From the Service sidebar, it is one click to drill down into the Tracing data for a service.

The Tracing Heat Map indeed shows a service with errors all over the place.The productcatalogservice has a significant amount of errors (shown as the redness of the dots). Let’s start a Triage with the plume in front of our eyes, it seems to be representative enough of the state of the service.

Red a bit everywhere, let’s start from one of the plumes of the Heat Map.

Triage compares the spans in the selection with those outside. We have not selected spans on the lowest bucket of the Heat Map, as they do not have errors, and the result is pretty striking.

First taste of Triage, and the offending product identifier is the first result returned!

And that’s it: the product id OLJCESPC7Z is staring us directly in the face as the most probable correlation!

Tooltips provide additional information about the correlation, including the possibility to filter for or filter out specific attribute values.

Hovering over the OLJCESPC7Z product identifier shows us the correlation, expressed in terms of how often it occurs in the selection, compared with the rest. Finding this out looking at single spans would have taken a long time, as not every request for the OLJCESPC7Z product identifier results in an error:

About 9.1% of requests with the OLJCESPC7Z product identifier result in errors. It would have been neither easy nor fast to find out this correlation without Triage.

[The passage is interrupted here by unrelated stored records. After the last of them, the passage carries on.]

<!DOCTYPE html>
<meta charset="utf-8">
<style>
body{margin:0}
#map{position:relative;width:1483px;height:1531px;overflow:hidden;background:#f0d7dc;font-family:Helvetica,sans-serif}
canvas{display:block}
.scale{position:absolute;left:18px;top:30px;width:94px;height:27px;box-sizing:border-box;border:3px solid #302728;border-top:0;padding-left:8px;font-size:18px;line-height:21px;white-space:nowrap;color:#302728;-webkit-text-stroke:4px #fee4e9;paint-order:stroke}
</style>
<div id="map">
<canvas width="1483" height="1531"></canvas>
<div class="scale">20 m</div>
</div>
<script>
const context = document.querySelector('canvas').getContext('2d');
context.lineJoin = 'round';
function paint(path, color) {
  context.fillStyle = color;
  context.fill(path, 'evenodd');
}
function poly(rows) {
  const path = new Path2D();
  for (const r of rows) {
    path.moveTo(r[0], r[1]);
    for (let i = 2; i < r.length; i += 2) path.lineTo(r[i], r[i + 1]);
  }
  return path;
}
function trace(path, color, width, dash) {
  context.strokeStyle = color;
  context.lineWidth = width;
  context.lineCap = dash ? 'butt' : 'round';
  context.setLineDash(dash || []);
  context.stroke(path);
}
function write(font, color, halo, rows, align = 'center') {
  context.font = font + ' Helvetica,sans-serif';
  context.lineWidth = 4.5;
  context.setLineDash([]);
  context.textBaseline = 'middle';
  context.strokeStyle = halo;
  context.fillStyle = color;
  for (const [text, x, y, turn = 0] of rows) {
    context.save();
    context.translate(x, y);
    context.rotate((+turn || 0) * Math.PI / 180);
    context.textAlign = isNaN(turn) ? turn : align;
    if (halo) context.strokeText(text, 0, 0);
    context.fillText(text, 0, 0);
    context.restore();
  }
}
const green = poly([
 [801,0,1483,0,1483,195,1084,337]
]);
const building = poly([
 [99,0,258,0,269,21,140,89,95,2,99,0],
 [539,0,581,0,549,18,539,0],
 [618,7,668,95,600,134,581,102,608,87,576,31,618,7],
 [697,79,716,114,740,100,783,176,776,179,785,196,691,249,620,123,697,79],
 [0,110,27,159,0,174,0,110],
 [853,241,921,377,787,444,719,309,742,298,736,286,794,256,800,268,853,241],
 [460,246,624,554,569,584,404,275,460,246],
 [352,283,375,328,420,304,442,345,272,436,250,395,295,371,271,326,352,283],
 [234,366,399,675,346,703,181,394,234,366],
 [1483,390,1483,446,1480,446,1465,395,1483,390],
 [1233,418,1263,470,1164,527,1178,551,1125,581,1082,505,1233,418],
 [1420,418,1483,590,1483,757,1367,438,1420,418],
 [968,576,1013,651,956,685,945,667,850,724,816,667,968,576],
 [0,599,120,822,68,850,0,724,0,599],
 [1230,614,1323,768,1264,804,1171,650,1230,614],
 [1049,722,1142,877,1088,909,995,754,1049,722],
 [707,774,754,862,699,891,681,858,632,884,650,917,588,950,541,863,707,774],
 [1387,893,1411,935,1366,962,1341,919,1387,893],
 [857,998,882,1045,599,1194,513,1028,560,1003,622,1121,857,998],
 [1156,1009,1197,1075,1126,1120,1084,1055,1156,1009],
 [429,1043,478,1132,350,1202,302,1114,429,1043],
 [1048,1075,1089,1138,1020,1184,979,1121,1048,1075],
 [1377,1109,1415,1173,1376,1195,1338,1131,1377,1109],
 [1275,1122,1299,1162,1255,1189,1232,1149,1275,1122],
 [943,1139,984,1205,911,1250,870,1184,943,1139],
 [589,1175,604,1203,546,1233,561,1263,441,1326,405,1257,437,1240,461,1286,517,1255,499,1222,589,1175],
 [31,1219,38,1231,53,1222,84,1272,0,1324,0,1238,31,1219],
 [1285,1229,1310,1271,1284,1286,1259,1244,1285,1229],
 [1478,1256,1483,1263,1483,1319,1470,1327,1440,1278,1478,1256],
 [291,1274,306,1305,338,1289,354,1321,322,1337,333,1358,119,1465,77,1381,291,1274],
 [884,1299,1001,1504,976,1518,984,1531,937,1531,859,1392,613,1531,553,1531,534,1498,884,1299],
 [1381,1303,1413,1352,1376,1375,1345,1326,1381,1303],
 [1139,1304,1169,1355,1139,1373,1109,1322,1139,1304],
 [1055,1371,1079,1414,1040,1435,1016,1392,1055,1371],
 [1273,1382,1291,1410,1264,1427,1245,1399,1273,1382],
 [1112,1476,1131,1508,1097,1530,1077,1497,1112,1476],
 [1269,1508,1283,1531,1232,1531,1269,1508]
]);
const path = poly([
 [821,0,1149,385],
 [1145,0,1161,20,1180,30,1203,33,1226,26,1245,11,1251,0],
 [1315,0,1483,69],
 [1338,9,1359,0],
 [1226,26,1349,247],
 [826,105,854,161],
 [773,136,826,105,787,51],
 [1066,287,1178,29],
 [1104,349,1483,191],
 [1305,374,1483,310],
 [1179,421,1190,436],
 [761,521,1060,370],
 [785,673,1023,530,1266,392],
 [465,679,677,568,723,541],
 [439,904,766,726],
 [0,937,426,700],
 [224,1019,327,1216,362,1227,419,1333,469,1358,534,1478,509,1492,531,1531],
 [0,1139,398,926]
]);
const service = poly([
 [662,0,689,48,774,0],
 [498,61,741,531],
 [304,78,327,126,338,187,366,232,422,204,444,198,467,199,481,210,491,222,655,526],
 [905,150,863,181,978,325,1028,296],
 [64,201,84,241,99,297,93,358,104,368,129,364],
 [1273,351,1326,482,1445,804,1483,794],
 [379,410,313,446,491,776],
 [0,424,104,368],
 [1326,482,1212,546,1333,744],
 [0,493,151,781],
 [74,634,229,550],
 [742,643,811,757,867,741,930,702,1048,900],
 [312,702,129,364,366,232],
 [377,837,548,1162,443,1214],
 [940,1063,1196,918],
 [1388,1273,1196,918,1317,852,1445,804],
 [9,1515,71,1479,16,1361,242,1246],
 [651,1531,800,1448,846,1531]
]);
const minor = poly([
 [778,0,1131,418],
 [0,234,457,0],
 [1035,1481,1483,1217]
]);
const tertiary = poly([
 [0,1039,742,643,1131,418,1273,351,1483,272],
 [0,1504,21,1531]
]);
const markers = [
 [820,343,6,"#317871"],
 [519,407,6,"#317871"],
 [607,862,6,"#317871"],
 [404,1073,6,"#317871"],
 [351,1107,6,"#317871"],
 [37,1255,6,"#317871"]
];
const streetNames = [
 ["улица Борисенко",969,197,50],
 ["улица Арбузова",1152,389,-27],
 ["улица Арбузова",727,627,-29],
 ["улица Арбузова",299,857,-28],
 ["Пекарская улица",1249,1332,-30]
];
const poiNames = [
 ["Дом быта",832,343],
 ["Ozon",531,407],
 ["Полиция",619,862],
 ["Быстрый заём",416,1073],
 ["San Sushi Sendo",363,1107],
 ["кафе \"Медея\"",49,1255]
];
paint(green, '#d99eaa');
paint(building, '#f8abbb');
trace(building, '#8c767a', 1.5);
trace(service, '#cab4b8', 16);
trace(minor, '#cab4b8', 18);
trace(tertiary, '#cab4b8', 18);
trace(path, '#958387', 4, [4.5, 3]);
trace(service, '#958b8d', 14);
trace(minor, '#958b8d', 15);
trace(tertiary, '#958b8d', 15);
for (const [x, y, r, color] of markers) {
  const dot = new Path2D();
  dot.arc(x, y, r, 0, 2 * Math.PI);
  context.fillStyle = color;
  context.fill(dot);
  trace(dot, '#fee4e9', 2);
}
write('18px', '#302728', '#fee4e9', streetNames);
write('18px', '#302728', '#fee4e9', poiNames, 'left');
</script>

But there’s more to Triage!

Triage is a quintessential Dash0 experience. We care a lot about your user experience in Dash0. We are building Dash0 to help you when you are under the duress of outages. We want your troubleshooting experience to be intuitive and visceral. You must be able to “touch” the data and manipulate it to get to insights.

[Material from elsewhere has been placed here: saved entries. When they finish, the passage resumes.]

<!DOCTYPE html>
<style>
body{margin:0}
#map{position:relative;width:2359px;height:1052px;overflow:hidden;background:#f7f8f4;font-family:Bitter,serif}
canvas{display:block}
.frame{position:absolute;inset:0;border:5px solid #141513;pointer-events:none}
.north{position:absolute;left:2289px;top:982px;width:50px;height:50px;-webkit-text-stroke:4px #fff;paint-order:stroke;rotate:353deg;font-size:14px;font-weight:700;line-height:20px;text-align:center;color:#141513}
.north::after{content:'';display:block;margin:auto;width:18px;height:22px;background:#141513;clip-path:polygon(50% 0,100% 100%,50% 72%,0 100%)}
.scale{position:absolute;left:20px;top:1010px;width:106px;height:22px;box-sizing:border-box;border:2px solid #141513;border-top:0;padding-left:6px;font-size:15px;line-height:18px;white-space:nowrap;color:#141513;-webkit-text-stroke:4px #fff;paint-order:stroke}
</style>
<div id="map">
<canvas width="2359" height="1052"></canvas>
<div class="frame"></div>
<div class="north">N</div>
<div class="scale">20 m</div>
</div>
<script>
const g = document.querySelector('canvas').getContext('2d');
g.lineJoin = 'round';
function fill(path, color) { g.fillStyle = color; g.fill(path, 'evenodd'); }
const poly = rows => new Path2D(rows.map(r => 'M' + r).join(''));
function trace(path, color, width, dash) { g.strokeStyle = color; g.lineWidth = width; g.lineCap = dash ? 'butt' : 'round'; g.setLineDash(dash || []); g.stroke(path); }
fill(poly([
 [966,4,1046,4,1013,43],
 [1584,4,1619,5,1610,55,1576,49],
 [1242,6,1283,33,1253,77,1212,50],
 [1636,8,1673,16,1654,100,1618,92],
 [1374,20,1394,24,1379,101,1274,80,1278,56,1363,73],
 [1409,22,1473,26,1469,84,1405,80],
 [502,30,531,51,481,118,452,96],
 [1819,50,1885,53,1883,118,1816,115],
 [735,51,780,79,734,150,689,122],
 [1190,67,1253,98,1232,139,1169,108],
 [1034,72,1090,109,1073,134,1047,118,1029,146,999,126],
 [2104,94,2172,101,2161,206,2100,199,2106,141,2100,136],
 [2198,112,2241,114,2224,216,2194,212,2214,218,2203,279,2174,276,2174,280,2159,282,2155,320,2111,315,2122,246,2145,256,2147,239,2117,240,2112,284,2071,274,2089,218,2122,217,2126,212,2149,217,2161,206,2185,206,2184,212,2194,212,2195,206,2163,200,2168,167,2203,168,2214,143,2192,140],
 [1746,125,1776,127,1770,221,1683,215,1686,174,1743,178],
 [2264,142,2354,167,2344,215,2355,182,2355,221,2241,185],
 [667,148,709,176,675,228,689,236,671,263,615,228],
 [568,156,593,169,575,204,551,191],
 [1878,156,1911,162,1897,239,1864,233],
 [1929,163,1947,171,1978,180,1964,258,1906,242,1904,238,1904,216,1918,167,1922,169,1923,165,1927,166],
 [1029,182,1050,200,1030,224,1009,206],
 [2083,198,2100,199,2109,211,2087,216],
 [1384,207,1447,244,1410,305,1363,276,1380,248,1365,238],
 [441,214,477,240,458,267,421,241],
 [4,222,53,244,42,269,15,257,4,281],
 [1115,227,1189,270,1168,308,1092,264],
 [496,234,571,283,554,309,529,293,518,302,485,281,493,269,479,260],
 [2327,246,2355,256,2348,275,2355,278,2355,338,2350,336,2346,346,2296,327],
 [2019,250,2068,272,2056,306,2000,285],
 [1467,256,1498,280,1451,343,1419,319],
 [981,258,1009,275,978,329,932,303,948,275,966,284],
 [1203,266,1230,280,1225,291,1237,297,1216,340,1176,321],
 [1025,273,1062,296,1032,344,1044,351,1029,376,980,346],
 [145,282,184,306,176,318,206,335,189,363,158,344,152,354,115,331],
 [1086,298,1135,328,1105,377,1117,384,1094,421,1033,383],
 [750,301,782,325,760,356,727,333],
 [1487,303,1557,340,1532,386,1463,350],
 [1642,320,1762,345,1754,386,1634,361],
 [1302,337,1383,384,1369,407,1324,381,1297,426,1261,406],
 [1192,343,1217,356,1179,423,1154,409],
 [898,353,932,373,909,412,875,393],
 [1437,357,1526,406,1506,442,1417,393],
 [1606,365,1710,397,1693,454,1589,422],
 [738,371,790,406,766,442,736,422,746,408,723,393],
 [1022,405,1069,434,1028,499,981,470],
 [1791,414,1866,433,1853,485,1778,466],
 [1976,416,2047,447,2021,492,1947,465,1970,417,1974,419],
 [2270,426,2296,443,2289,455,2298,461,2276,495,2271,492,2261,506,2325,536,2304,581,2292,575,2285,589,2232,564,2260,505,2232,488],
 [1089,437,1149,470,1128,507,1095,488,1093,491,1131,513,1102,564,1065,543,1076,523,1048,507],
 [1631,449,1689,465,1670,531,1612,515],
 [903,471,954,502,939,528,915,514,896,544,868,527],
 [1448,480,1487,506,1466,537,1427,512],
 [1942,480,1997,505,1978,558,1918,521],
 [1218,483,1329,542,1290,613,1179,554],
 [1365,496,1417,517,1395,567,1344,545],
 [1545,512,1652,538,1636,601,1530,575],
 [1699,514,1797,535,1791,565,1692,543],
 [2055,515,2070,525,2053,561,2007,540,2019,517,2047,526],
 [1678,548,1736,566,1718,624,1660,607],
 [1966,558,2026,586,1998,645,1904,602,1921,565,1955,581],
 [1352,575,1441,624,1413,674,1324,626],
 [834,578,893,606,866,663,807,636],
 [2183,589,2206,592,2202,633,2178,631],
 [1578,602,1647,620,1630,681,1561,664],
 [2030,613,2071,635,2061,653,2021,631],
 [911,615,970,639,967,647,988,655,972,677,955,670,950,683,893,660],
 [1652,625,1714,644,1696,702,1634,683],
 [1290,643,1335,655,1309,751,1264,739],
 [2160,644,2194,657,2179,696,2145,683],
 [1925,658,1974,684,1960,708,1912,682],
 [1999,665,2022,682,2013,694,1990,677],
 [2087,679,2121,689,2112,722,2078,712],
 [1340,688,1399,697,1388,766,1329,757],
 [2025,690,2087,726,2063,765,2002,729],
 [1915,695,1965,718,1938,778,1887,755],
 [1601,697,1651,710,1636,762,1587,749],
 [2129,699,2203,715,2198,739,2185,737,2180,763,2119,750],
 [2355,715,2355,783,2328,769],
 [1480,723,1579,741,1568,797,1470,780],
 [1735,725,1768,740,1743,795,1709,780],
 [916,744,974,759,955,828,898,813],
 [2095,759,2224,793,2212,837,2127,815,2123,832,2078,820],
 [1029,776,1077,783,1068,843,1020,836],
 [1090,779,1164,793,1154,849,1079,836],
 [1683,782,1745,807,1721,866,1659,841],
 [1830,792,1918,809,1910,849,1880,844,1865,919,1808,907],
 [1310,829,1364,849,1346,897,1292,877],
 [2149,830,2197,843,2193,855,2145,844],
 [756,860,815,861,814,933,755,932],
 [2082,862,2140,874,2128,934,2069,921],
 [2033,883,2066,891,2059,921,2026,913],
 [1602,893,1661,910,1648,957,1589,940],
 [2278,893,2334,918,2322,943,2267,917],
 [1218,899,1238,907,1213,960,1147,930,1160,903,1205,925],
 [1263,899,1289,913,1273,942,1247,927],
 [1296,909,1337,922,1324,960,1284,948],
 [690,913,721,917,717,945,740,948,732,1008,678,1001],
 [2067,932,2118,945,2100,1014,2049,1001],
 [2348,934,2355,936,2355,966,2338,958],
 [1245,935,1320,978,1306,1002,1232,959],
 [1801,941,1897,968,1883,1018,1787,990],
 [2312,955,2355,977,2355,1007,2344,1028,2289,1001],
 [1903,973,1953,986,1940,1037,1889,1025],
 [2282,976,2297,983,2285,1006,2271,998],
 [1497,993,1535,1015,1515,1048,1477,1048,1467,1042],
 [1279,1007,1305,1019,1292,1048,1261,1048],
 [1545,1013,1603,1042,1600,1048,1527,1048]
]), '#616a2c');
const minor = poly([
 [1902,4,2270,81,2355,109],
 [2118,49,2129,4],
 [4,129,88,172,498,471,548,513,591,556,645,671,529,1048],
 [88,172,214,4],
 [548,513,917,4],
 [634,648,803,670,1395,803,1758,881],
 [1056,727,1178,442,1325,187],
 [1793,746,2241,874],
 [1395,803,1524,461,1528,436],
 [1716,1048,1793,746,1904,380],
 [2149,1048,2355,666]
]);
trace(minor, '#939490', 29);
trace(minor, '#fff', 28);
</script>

Triage it’s not just about what telemetry is “interesting”. Something that stands out, stands out in comparison with something else.¹ Triage offers you several ways of comparing your selection with different subsets of the data on screen.

Compare with everything else

Comparing a selection that stands out against all the rest is a great way to start analyzing new, not-understood problems, which we used in our walkthrough.

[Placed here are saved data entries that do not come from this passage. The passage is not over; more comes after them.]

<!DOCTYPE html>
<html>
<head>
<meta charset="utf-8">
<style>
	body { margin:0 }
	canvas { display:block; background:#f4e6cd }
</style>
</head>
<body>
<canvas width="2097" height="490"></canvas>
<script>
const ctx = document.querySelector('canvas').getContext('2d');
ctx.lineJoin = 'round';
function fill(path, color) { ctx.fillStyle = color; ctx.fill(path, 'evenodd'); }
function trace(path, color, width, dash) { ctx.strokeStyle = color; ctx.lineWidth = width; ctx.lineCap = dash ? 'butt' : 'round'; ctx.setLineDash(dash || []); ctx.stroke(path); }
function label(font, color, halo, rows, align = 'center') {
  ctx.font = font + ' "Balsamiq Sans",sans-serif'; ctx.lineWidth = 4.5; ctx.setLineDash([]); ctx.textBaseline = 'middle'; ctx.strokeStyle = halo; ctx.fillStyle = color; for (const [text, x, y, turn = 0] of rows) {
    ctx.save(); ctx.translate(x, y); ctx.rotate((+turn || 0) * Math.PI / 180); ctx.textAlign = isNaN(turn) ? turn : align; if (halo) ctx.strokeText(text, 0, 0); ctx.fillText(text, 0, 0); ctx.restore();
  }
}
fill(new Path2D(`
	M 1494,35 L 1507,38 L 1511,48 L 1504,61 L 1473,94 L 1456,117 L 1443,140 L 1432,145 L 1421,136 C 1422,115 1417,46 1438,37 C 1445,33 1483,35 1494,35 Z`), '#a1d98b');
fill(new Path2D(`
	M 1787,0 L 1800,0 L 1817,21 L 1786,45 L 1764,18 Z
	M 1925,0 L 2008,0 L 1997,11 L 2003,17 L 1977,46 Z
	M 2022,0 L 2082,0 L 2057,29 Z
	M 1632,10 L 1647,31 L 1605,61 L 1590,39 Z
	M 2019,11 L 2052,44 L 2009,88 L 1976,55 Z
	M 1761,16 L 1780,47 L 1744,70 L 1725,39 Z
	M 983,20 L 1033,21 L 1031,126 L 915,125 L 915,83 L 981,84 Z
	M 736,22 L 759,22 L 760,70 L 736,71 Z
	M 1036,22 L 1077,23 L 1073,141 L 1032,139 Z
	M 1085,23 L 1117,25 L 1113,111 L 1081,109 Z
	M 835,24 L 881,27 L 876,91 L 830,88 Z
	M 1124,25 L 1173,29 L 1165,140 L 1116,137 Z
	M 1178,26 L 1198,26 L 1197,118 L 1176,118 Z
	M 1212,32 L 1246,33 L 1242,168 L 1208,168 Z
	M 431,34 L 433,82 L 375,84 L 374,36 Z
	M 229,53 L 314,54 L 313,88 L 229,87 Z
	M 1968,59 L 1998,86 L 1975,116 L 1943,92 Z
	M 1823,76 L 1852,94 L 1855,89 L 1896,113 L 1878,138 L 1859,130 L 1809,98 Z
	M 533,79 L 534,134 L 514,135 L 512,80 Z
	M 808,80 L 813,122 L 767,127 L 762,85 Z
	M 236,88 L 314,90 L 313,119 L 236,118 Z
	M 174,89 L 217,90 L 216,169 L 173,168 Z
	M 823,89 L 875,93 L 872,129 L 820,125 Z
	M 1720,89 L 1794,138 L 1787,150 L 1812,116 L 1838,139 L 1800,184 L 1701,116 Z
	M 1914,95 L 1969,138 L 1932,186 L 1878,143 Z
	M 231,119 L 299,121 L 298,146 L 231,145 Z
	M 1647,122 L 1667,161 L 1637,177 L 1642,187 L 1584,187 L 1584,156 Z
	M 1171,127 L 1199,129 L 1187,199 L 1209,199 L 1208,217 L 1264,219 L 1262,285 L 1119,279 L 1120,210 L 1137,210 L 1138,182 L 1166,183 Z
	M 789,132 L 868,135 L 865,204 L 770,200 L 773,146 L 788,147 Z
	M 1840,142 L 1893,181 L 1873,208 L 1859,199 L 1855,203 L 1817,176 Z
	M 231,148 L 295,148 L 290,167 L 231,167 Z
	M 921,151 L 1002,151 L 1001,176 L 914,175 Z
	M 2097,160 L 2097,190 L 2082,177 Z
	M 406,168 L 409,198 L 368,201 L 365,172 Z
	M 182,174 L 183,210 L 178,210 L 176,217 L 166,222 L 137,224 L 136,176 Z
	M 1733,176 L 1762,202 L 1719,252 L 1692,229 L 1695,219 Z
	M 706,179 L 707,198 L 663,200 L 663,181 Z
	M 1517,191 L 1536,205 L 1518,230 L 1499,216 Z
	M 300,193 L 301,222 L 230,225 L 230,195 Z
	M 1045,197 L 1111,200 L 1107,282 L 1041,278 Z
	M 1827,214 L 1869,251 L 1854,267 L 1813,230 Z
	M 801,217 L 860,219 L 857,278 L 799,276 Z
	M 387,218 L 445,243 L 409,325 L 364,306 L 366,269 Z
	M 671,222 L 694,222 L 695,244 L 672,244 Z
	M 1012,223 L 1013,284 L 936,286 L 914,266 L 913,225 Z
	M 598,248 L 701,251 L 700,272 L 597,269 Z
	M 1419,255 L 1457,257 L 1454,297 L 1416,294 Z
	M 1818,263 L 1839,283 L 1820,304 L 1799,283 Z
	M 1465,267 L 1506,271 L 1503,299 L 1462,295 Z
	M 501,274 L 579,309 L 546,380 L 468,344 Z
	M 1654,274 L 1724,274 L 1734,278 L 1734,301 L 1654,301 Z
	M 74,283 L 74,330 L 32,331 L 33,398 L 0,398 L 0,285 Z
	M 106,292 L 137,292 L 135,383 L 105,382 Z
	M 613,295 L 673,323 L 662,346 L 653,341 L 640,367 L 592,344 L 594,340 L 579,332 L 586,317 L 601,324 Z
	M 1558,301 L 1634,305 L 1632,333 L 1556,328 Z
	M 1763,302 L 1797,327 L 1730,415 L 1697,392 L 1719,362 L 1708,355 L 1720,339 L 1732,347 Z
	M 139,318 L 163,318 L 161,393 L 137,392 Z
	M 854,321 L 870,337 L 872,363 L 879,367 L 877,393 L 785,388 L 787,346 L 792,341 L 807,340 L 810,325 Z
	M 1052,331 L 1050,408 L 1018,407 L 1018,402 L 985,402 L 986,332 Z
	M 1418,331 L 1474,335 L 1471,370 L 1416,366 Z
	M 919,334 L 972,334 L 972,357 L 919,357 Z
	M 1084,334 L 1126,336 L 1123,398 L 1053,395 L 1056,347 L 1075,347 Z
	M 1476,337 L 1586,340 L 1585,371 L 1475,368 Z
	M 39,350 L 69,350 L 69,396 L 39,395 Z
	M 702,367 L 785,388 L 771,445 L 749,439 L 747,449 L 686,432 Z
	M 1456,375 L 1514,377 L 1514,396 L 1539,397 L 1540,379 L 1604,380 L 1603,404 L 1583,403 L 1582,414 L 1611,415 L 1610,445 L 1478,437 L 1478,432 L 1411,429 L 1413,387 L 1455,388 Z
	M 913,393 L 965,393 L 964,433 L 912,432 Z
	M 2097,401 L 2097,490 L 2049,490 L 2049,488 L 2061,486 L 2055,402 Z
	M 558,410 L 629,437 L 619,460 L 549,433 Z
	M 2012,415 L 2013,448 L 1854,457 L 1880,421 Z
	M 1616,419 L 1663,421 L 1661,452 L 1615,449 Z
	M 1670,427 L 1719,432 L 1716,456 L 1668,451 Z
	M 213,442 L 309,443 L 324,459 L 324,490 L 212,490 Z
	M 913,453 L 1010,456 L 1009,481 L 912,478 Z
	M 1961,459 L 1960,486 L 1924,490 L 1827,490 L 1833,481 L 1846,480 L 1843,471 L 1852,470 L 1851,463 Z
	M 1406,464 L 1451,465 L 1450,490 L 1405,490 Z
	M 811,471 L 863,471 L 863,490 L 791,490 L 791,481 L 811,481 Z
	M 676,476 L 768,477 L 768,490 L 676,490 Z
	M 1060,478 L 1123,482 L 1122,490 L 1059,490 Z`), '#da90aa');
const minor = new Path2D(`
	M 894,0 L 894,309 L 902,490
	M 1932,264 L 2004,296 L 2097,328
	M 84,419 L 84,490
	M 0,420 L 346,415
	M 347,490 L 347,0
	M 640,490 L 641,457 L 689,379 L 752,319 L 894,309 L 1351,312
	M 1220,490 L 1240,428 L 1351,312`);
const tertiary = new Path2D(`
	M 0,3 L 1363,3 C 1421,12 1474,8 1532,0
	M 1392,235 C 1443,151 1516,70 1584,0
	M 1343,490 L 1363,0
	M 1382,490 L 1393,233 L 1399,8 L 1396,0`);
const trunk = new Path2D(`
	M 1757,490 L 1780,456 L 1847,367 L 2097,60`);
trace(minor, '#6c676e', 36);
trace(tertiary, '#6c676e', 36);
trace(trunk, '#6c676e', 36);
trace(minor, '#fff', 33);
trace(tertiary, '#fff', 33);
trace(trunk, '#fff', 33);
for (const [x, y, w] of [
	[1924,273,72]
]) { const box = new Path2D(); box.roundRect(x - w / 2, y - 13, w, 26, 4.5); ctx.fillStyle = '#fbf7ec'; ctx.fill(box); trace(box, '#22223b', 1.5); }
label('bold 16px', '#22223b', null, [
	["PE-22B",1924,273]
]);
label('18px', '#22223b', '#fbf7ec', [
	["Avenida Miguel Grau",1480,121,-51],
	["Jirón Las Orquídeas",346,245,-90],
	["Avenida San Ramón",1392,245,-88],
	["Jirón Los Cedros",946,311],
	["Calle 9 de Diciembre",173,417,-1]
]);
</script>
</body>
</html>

Compare with the other spans in the same timeframe

Comparing the selection with the rest of the data in the same timeframe of the reference data, which is best to analyze outliers, especially in terms of duration.

Compare with everything before

Comparing the selection with telemetry before the selection in the global timeframe is an excellent way to analyze the first occurrence of spikes or error clusters.

Analyze attribute values

Something else that Triage also gives you, is a quick way to analyze how attributes and their values cluster across all the available telemetry. Maybe you are not looking to troubleshoot issues, but rather understand the reality of your data. One way to do this in Dash0 so far has been the Filter dialog, which breaks down filter possibilities by values. (Incidentally: building the Filtering experience this way made Triage so much simpler to build, as we had a lot of the mechanics in place already.)

Triage is in Beta

This is the first iteration of Dash0 triage. It is available in open beta for Tracing, which is the signal with the largest amount of metadata on average. At time of writing this blog, we know of various cosmetic bugs and UX details that need improvement, but we don’t want to wait to learn with and from you and your use cases.

Triage will also come for Logging and Metrics when we feel we have confirmation through your feedback that we nailed user experience. Indeed, expect the user experience to be tuned and improved in the next few days and weeks.

Try it and let us know!

We hope you will like Triage! Like all Dash0 features, we are our own first adopters. We have been using Triage internally as soon as it got deployed. And while we had big expectations about its usefulness, they were frankly blown away by the actual experience. Suffice to say, the words “pry Triage out of my cold, dead hands” were uttered in defiance by our SREs that one time other engineers considered temporarily turning it off to tackle teething performance problems.

Give Triage a spin, and let us know what you think of it. We need your feedback: we want to polish Triage to a shine.

─────────

¹ Which is why, by the way, “Comparisons” was the original internal name for Triage.